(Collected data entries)
****************************************
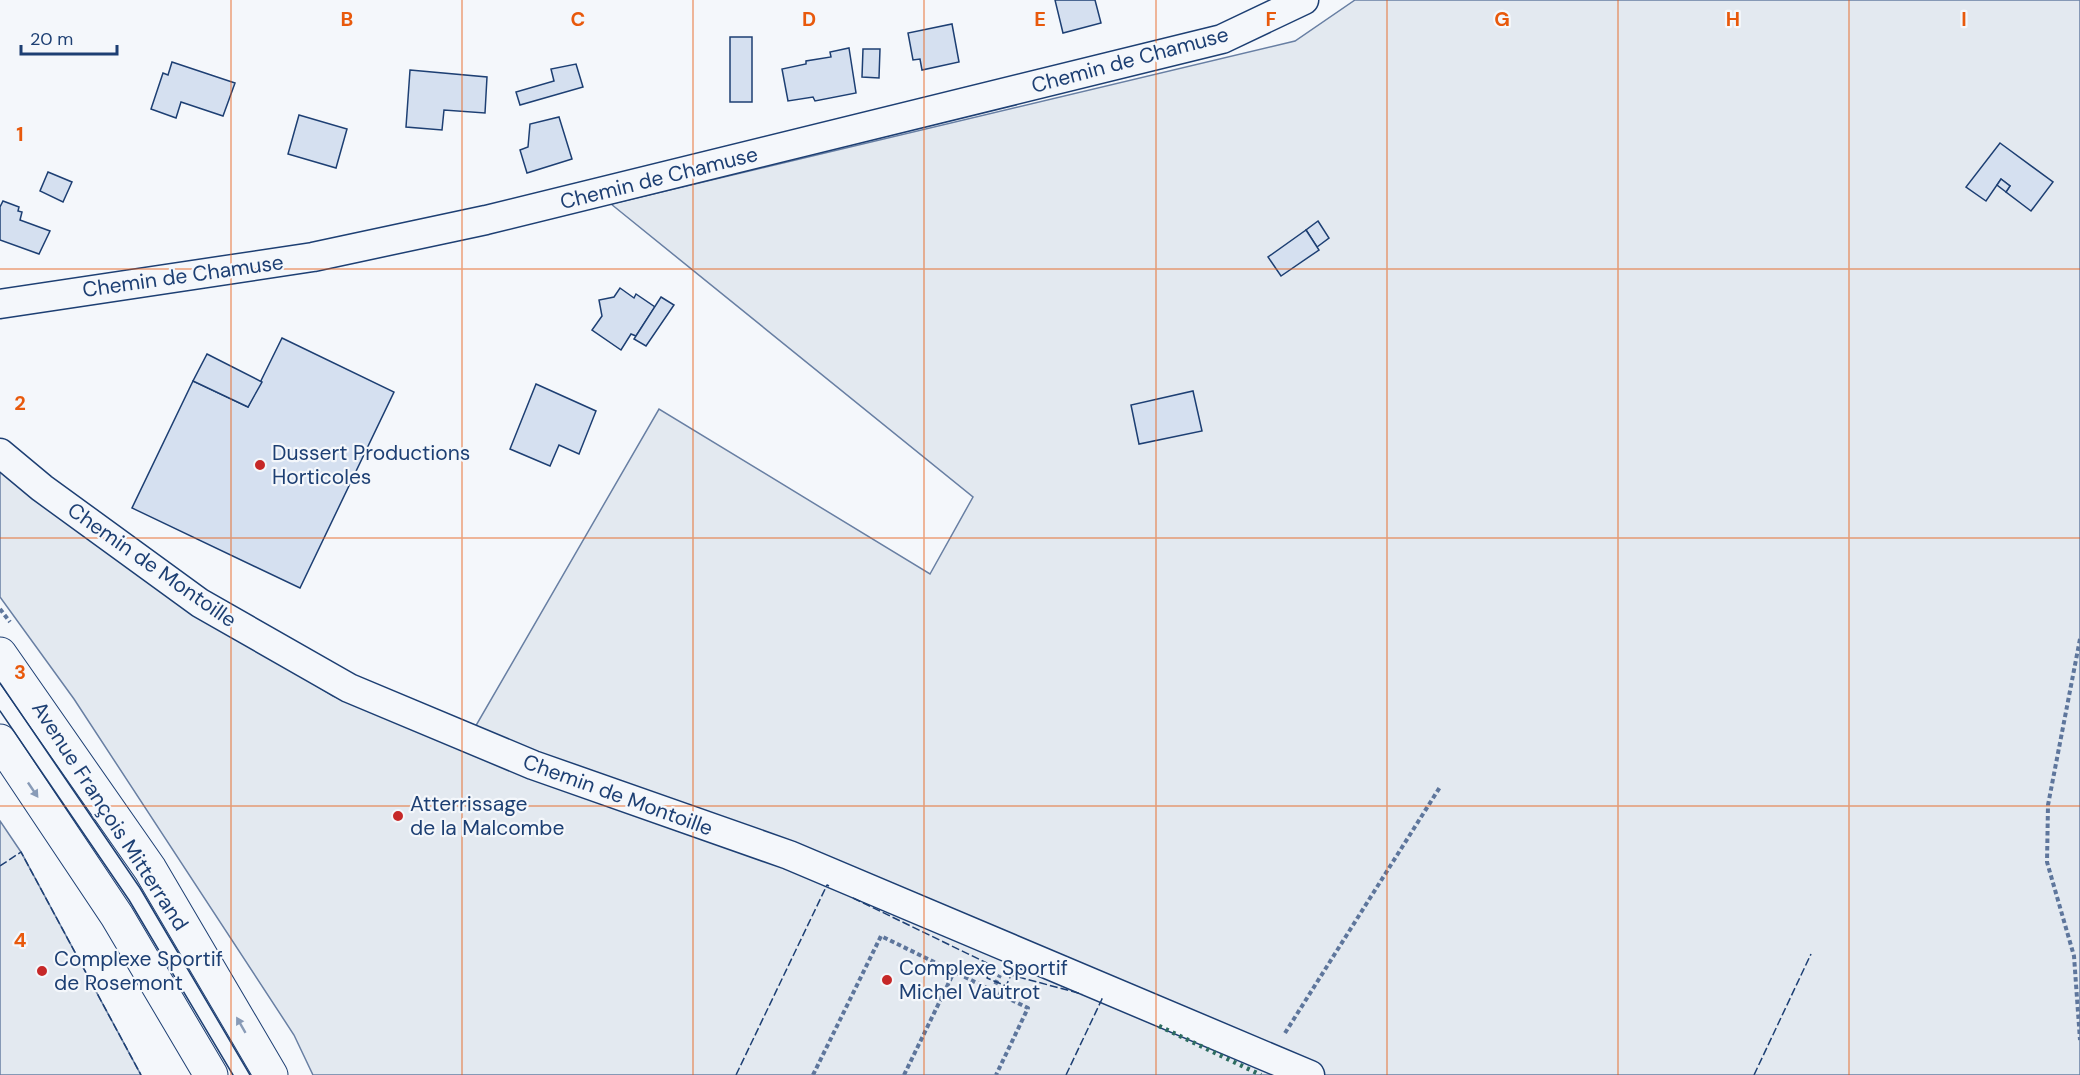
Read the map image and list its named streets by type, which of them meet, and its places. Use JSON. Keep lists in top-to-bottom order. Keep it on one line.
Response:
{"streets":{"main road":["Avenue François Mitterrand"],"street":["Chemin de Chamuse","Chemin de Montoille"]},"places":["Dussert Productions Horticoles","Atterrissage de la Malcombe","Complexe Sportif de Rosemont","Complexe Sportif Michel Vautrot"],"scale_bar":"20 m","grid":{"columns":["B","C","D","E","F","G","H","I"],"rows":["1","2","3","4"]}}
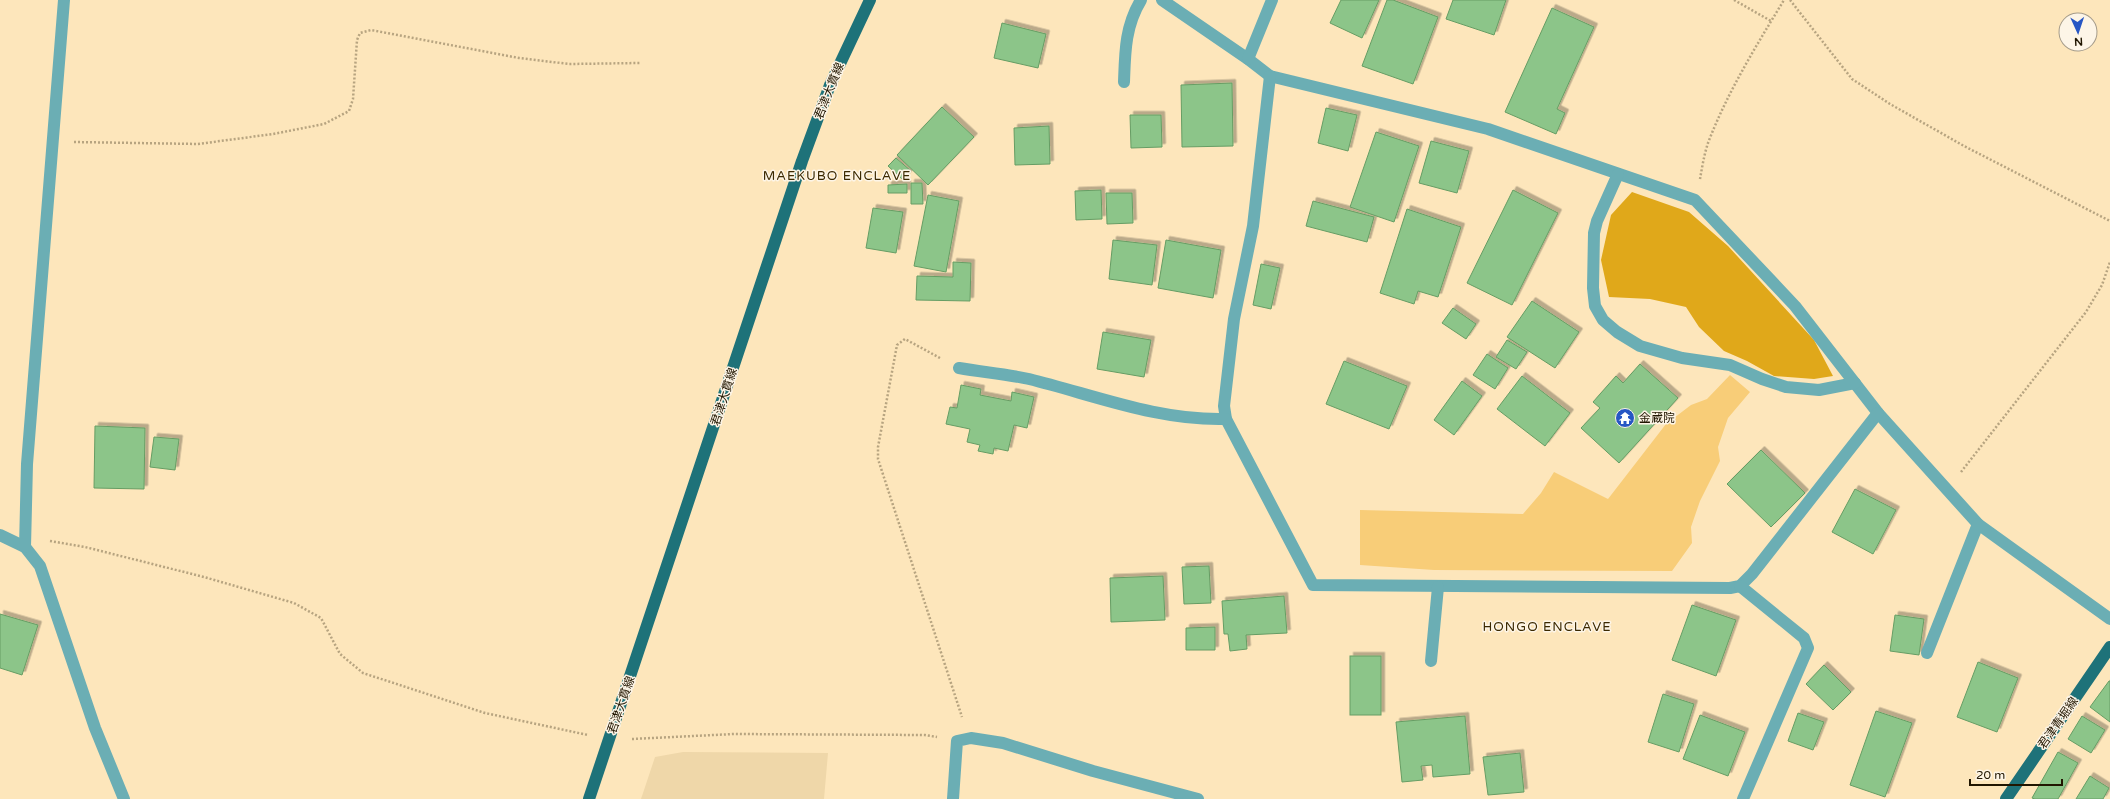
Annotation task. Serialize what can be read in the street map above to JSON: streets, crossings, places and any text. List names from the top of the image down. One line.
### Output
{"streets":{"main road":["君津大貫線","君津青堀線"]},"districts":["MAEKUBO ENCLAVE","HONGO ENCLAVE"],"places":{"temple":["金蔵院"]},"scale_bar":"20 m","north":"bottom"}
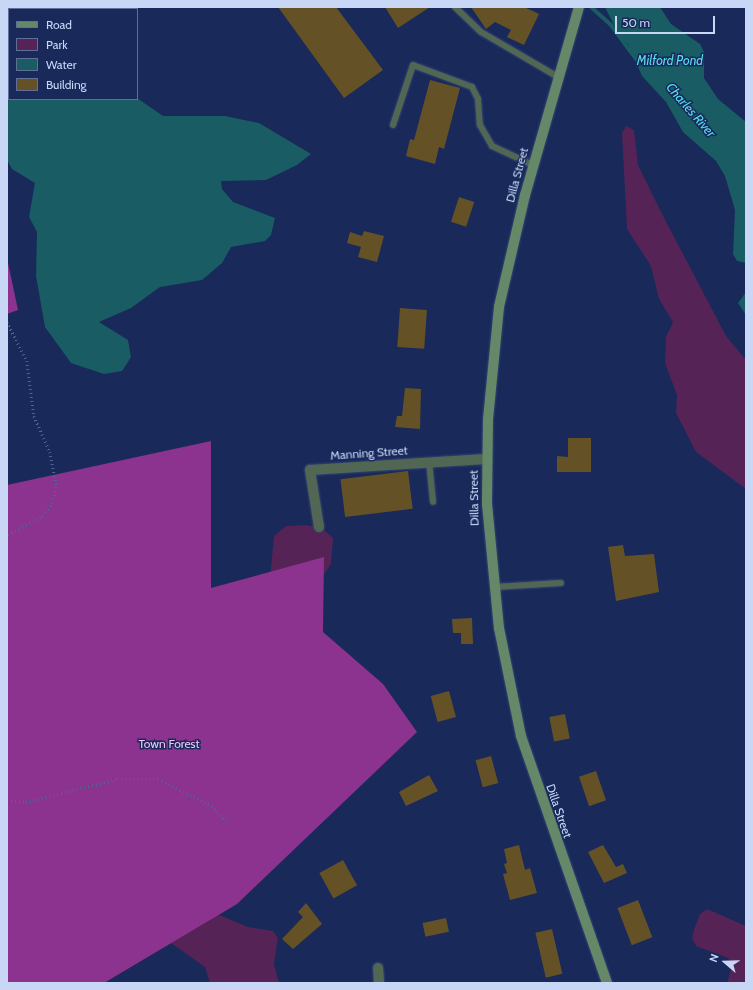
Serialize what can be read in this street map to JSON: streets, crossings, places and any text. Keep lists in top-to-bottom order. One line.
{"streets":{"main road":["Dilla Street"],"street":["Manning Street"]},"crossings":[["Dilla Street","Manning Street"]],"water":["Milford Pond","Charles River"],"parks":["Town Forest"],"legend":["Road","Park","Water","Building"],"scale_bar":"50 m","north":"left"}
****************************************
Work to be completed: Wherever a line of the entries holds the string "image", copy that line.

Result:
Read the map image and list its named streets by type, which of them meet, and its places. Use JSON. Keep lists in top-to-bottom order. Keep it on one line.
Annotation task. Serialize what can be read in the street map above to JSON: streets, crossings, places and any text. List names from the top of the image down. One line.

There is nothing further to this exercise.